Tags: saga, compensation, job-status, scheduler

:::info Protocol surfaces

  • Positioning / pitch: cordum.io/protocol — CAP as "MCP for agent behavior" (MCP = say, CAP = do).
  • Wire spec + SDKs: github.com/cordum-io/cap — Go / Python / Node / C++ SDKs, protobuf specs, conformance tests.
  • This page: how CAP is consumed by Cordum's control plane (subjects, semantics, pointers, state). :::

This document describes how control-plane components and external workers communicate on the bus, what goes into context_ptr / result_ptr, and how job state is tracked.

Actors

  • API Gateway: writes context to Redis, publishes BusPacket{JobRequest} to sys.job.submit, exposes HTTP/WS/gRPC, and streams bus events.
  • Scheduler: subscribes to sys.job.submit, sys.job.result, sys.heartbeat; gates with Safety Kernel, selects a pool/worker subject, publishes to job.* (pool) or worker.<id>.jobs (direct), and persists job state/result in JobStore.
  • Safety Kernel: gRPC Check service; allows/denies topics per tenant (see config/safety.yaml).
  • Workflow Engine: creates runs, publishes job steps to sys.job.submit, and advances runs based on results.
  • External Workers: subscribe to job.* subjects in queue groups, fetch context/result from Redis pointers, emit BusPacket{JobResult} to sys.job.result, and send heartbeats.
  • Context Engine: gRPC helper that builds context windows and maintains memory in Redis (not on the NATS bus).

Bus Subjects

  • sys.job.submit – inbound jobs to the scheduler.
  • sys.job.result – job completions from workers.
  • sys.job.progress – progress updates from workers.
  • sys.job.dlq – dead-letter events (non-success results; used for debugging/retry workflows).
  • sys.job.cancel – cancellation notifications (workers cancel matching in-flight job IDs).
  • sys.heartbeat – worker heartbeats (fan-out, no queue group).
  • sys.handshake – component registration (Handshake messages on connect).
  • sys.alert – system alerts from any component.
  • sys.workflow.event – workflow engine event emissions (SystemAlert).
  • job.* – worker pools (map lives in config/pools.yaml, e.g., job.default, job.batch).
  • worker.<worker_id>.jobs – direct, worker-targeted delivery (used by the scheduler for least-loaded dispatch). Default subject constants are defined in core/protocol/capsdk (mirrors the CAP v2 module version in go.mod).

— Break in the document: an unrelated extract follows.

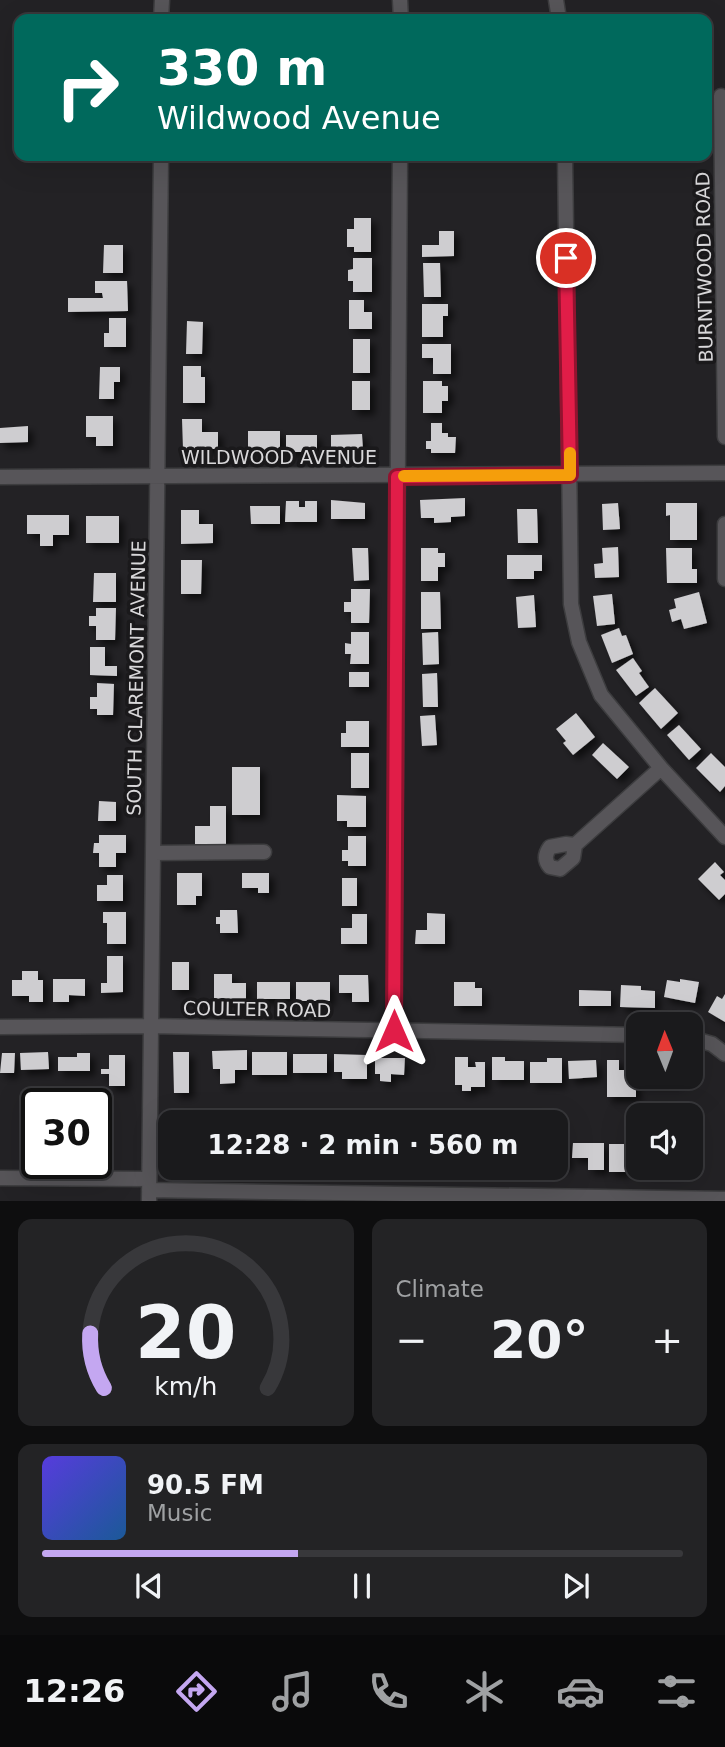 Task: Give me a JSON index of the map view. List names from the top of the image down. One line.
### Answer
{"streets":{"street":["BURNTWOOD ROAD","WILDWOOD AVENUE","SOUTH CLAREMONT AVENUE","COULTER ROAD"]},"crossings":[["WILDWOOD AVENUE","SOUTH CLAREMONT AVENUE"],["SOUTH CLAREMONT AVENUE","COULTER ROAD"]],"north":"top","page":{"turn":["330 m","Wildwood Avenue"],"limit":"30","trip":"12:28 · 2 min · 560 m","tile":"Climate","heat":["−","20°","+"],"song":["90.5 FM","Music"],"tabs":"12:26","gauge":["20","km/h"]}} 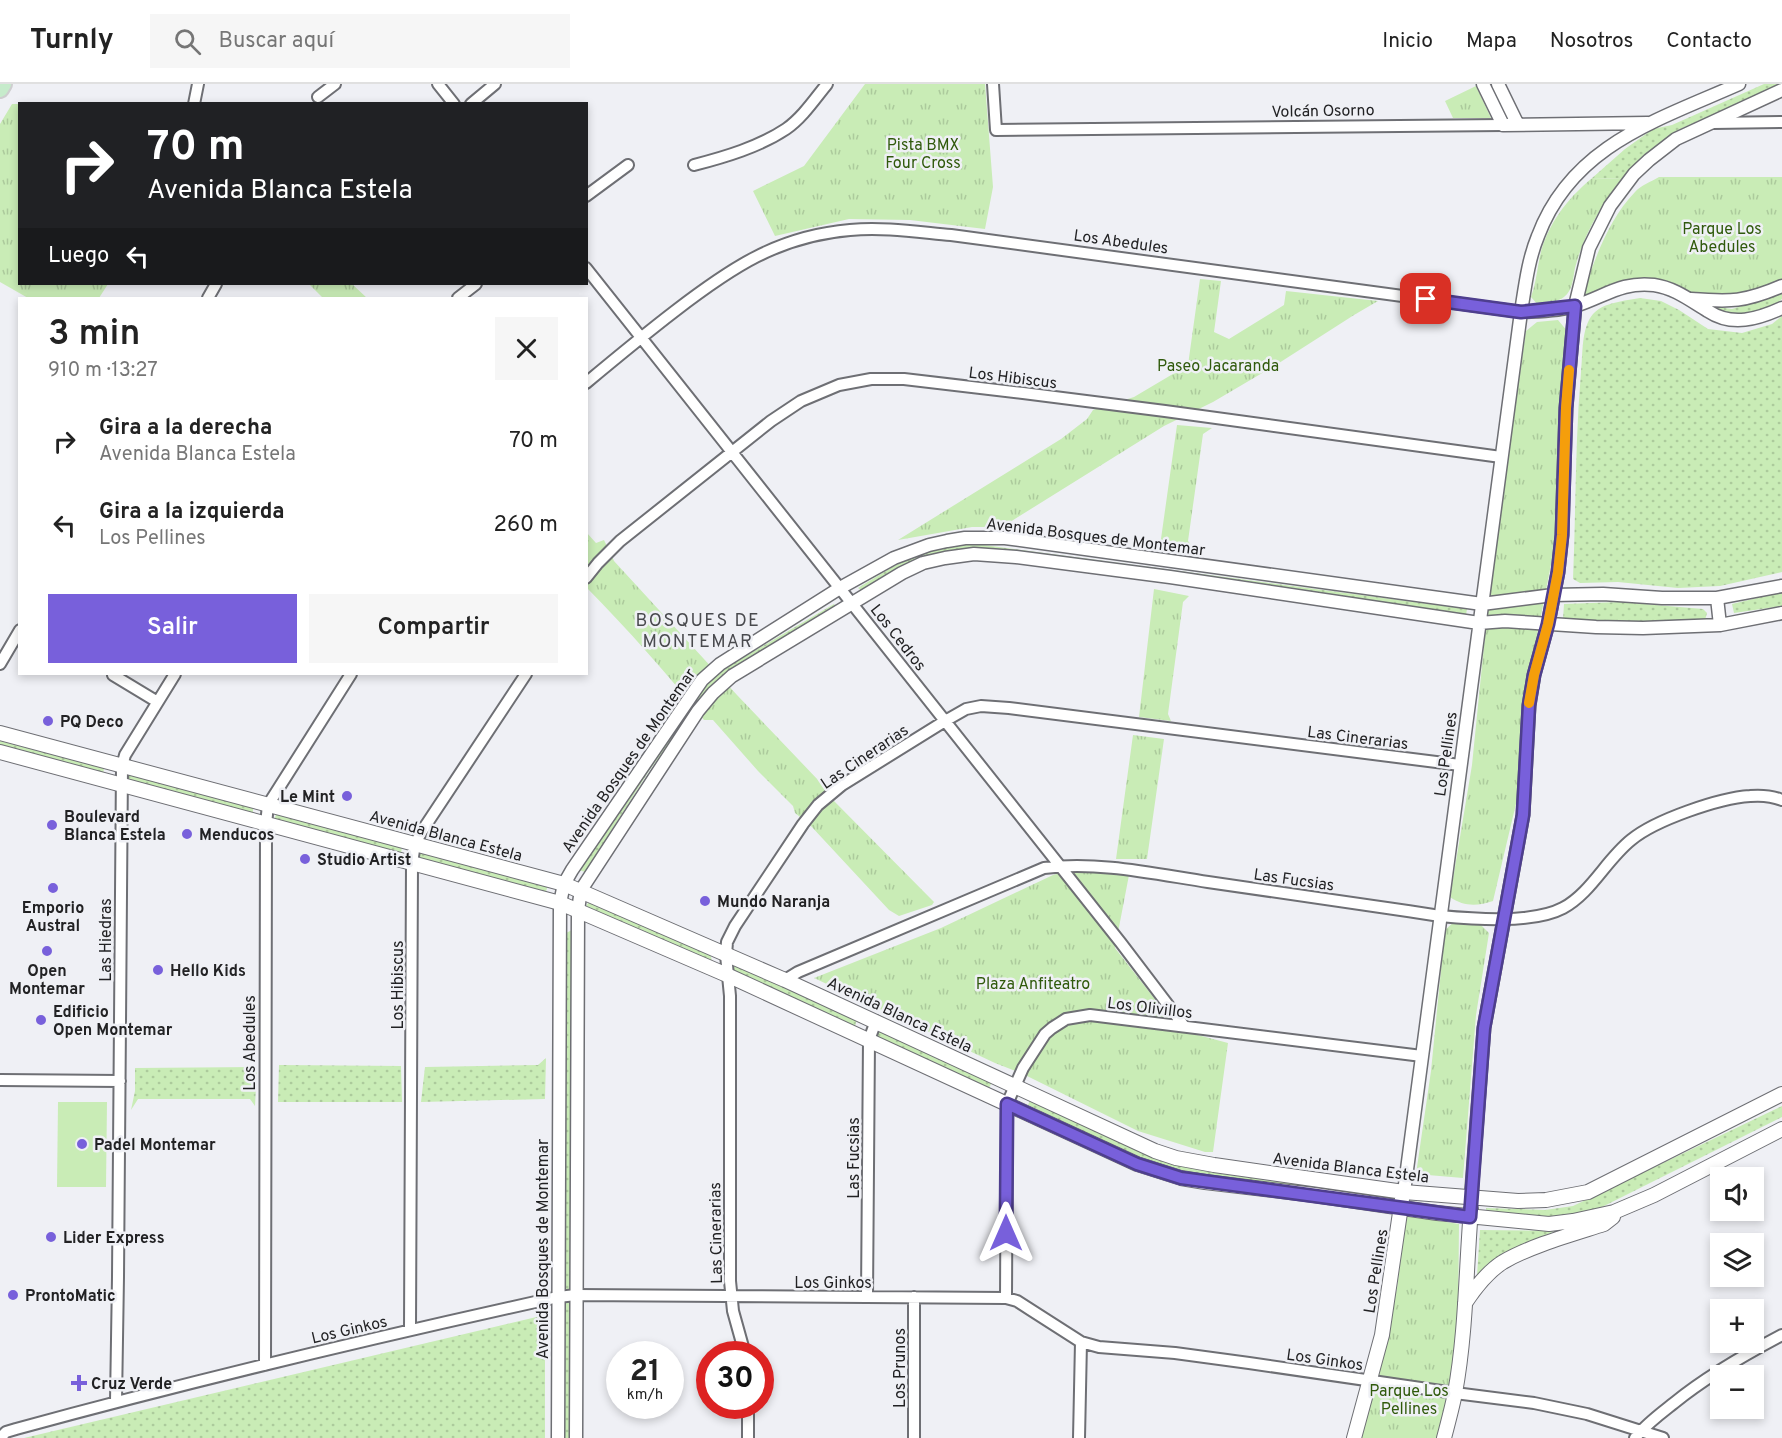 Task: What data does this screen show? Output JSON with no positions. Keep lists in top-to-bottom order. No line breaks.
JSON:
{"streets":{"main road":["Los Pellines","Avenida Blanca Estela"],"street":["Volcán Osorno","Los Abedules","Los Hibiscus","Avenida Bosques de Montemar","Los Cedros","Las Cinerarias","Las Fucsias","Las Hiedras","Los Olivillos","Los Ginkos","Los Prunos"]},"crossings":[["Volcán Osorno","Los Pellines"],["Los Abedules","Los Cedros"],["Los Abedules","Los Pellines"],["Los Abedules","Avenida Blanca Estela"],["Los Abedules","Los Ginkos"],["Los Hibiscus","Los Cedros"],["Los Hibiscus","Los Pellines"],["Los Hibiscus","Avenida Blanca Estela"],["Los Hibiscus","Los Ginkos"],["Avenida Bosques de Montemar","Los Cedros"],["Avenida Bosques de Montemar","Los Pellines"],["Avenida Bosques de Montemar","Avenida Blanca Estela"],["Avenida Bosques de Montemar","Los Ginkos"],["Los Cedros","Las Cinerarias"],["Los Cedros","Las Fucsias"],["Los Cedros","Los Olivillos"],["Las Cinerarias","Los Pellines"],["Las Cinerarias","Avenida Blanca Estela"],["Las Cinerarias","Los Ginkos"],["Los Pellines","Avenida Blanca Estela"],["Los Pellines","Las Fucsias"],["Los Pellines","Los Olivillos"],["Los Pellines","Los Ginkos"],["Avenida Blanca Estela","Las Fucsias"],["Avenida Blanca Estela","Las Hiedras"],["Avenida Blanca Estela","Los Olivillos"],["Las Fucsias","Los Ginkos"],["Las Hiedras","Los Ginkos"],["Los Olivillos","Los Ginkos"],["Los Ginkos","Los Prunos"]],"districts":["BOSQUES DE MONTEMAR"],"parks":["Pista BMX Four Cross","Parque Los Abedules","Paseo Jacaranda","Plaza Anfiteatro","Parque Los Pellines"],"places":{"other":["PQ Deco","Le Mint","Boulevard Blanca Estela","Menducos","Studio Artist","Emporio Austral","Mundo Naranja","Open Montemar","Hello Kids","Edificio Open Montemar","Padel Montemar","Lider Express","ProntoMatic"],"health":["Cruz Verde"]},"page":{"header":"Turnly","search":"Buscar aquí","nav":["Inicio","Mapa","Nosotros","Contacto"],"turn":["70 m","Avenida Blanca Estela"],"then":"Luego","heading":["3 min","910 m · 13:27"],"list":[{"name":"Gira a la derecha","note":"Avenida Blanca Estela","value":"70 m"},{"name":"Gira a la izquierda","note":"Los Pellines","value":"260 m"}],"buttons":["Salir","Compartir"],"map_buttons":["+","−"],"speed":"21 km/h","limit":"30"}}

Delivery Semantics (JetStream)

By default this system is plain NATS pub/sub (at-most-once). When JetStream is enabled (NATS_USE_JETSTREAM=1), the bus switches the durable subjects to explicit ack/nak semantics (at-least-once):

  • Durable (JetStream): sys.job.submit, sys.job.result, sys.job.dlq, job.*, worker.<id>.jobs
  • Best-effort (plain NATS): sys.heartbeat (fan-out), sys.job.cancel, sys.job.progress, sys.workflow.event

Because at-least-once delivery can redeliver, handlers must be idempotent:

  • Scheduler uses a per-job Redis lock before mutating state/dispatching.
  • Workers should use a per-job lock and cache the published JobResult metadata so a redelivery can republish without re-running work.
  • Retryable handler errors are returned as “retry after …” and translated into a NAK-with-delay; non-retryable errors are ACKed (won’t redeliver).

Wire Contracts (CAP – github.com/cordum-io/cap/v2/cordum/agent/v1)

CAP is the canonical contract; Cordum does not duplicate these protos.

  • Envelope: BusPacket
    • trace_id, sender_id, created_at, protocol_version (current: 1)
    • payload oneof: JobRequest, JobResult, Heartbeat, SystemAlert, JobProgress, JobCancel, Handshake.
    • signature is part of CAP but not enforced by Cordum yet.
  • JobRequest
    • job_id (UUID string), topic (e.g., job.default), priority (INTERACTIVE|BATCH|CRITICAL).
    • context_ptr (Redis URL, e.g., redis://ctx:<job_id>). result_ptr is carried on JobResult.
    • memory_id (long-lived memory namespace), tenant_id, principal_id, labels (routing + observability).
    • adapter_id (optional worker mode), env map (tenant fallback), workflow metadata (e.g. parent_job_id, workflow_id), plus context_hints and budget (token + deadline hints).

Priority semantics:

  • The scheduler treats priority as metadata only (no preemption or queue ordering today).
  • Workers may choose to use it for local ordering, but core does not enforce it.
  • JobResult
    • job_id, status (PENDING|SCHEDULED|DISPATCHED|RUNNING|SUCCEEDED|FAILED|FAILED_RETRYABLE|FAILED_FATAL|CANCELLED|DENIED|TIMEOUT), result_ptr, worker_id, execution_ms, optional error_code/error_message, error_code_enum (structured ErrorCode, preferred over string error_code).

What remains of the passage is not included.